##### DATA SHOWN

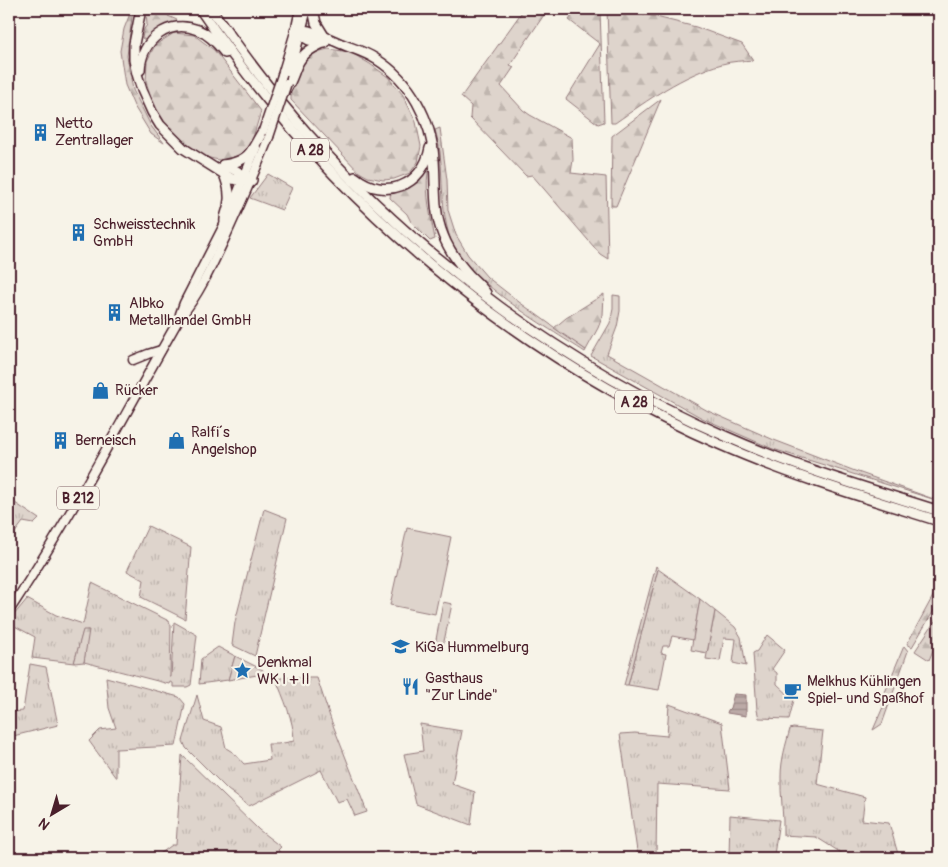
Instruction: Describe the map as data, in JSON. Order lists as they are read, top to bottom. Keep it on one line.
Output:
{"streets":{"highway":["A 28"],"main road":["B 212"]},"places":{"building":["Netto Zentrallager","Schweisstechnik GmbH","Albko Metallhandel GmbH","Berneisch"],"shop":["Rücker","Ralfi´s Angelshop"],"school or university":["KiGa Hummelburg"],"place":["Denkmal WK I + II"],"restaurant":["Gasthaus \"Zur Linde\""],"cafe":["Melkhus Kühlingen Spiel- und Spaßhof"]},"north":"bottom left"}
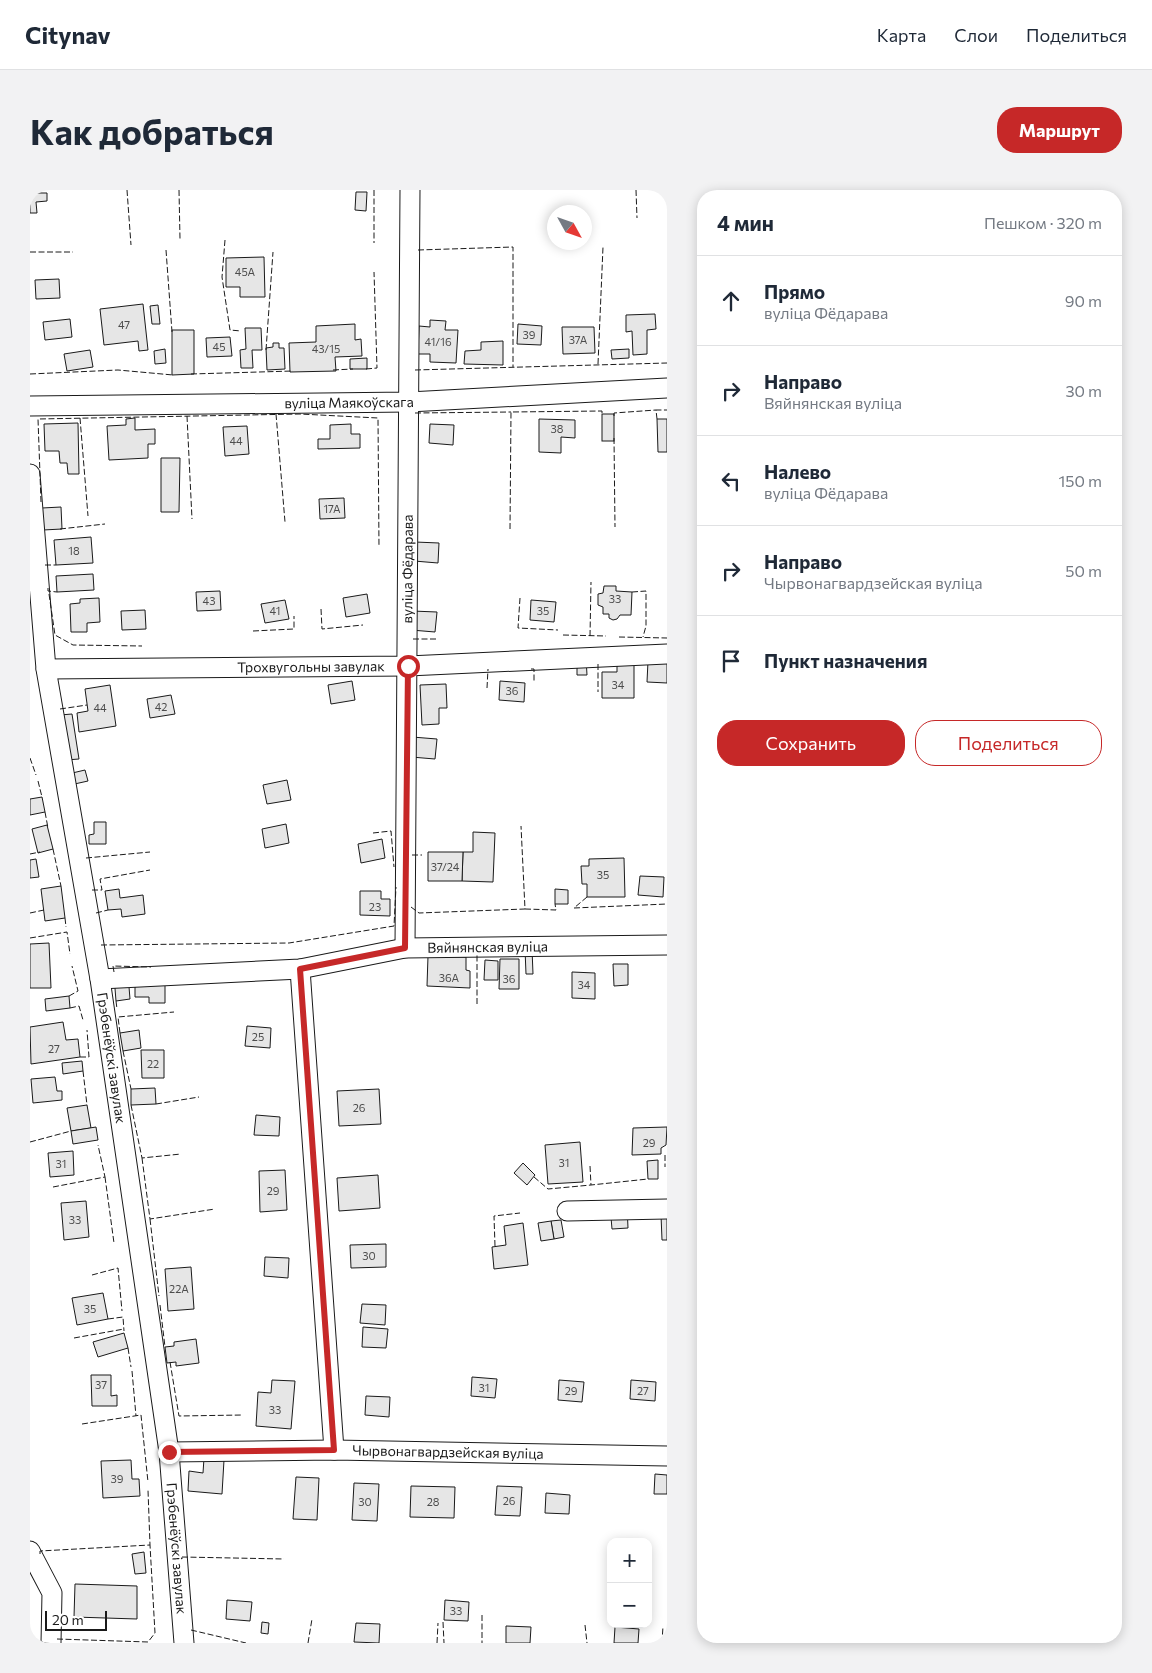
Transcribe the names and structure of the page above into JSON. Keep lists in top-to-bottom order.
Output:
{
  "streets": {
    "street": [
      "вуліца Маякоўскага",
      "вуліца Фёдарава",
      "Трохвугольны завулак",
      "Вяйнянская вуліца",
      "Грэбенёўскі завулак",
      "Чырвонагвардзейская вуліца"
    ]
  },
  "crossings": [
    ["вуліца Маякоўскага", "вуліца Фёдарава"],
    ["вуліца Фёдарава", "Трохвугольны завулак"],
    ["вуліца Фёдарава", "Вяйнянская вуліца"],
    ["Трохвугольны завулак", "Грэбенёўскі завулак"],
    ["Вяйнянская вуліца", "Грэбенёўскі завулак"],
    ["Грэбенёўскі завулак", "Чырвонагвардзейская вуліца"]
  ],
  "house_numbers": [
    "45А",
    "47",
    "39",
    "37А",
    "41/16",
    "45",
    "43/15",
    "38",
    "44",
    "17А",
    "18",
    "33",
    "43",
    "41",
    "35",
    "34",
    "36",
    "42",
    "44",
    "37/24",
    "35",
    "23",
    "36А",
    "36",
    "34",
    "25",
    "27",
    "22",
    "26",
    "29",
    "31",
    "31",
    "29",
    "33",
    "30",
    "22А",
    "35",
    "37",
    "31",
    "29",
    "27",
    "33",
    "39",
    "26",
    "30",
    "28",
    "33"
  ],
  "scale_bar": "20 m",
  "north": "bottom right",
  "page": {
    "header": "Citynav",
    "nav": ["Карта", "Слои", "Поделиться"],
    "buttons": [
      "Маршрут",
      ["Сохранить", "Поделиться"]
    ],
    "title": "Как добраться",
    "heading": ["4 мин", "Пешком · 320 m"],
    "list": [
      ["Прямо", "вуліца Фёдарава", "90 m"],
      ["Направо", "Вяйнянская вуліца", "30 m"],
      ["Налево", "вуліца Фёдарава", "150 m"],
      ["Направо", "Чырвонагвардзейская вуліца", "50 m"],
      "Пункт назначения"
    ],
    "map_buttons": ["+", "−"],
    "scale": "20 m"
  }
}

##########
##### DATA SHOWN

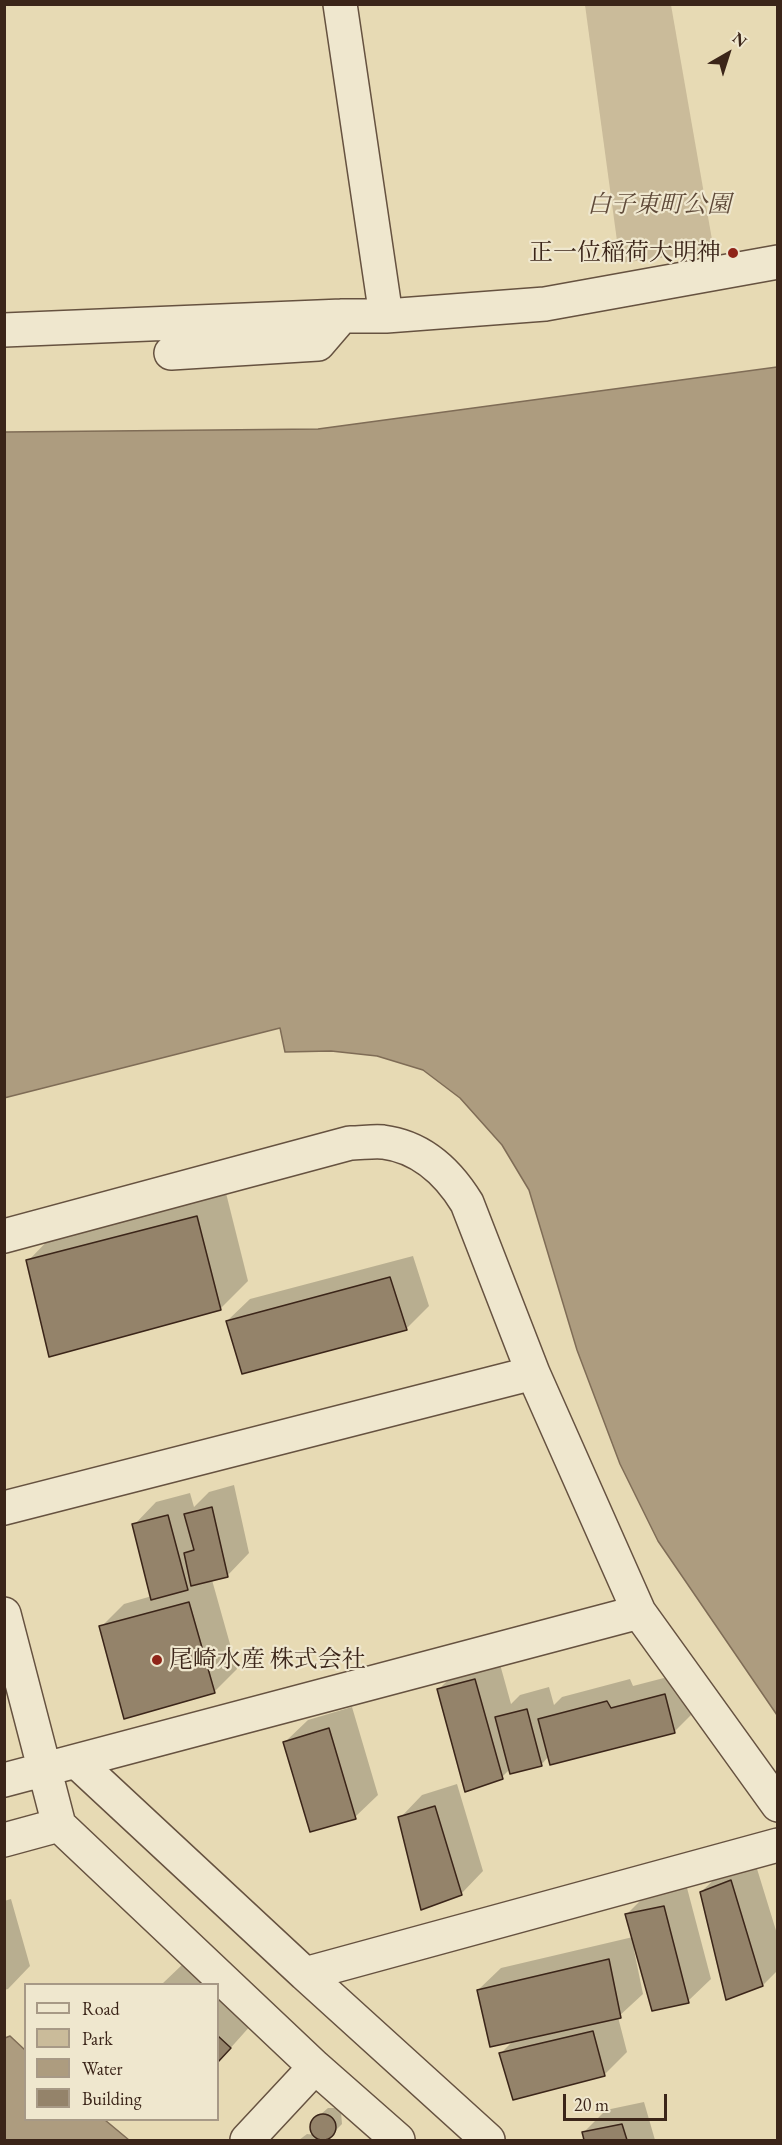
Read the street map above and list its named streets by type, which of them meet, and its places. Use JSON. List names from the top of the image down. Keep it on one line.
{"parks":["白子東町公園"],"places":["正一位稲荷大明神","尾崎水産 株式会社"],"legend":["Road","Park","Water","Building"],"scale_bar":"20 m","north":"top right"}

##########

TASK STATEMENT:
Across the listing, count every line with "lists" in it and give the number only.

RESULT OF THIS EXERCISE:
2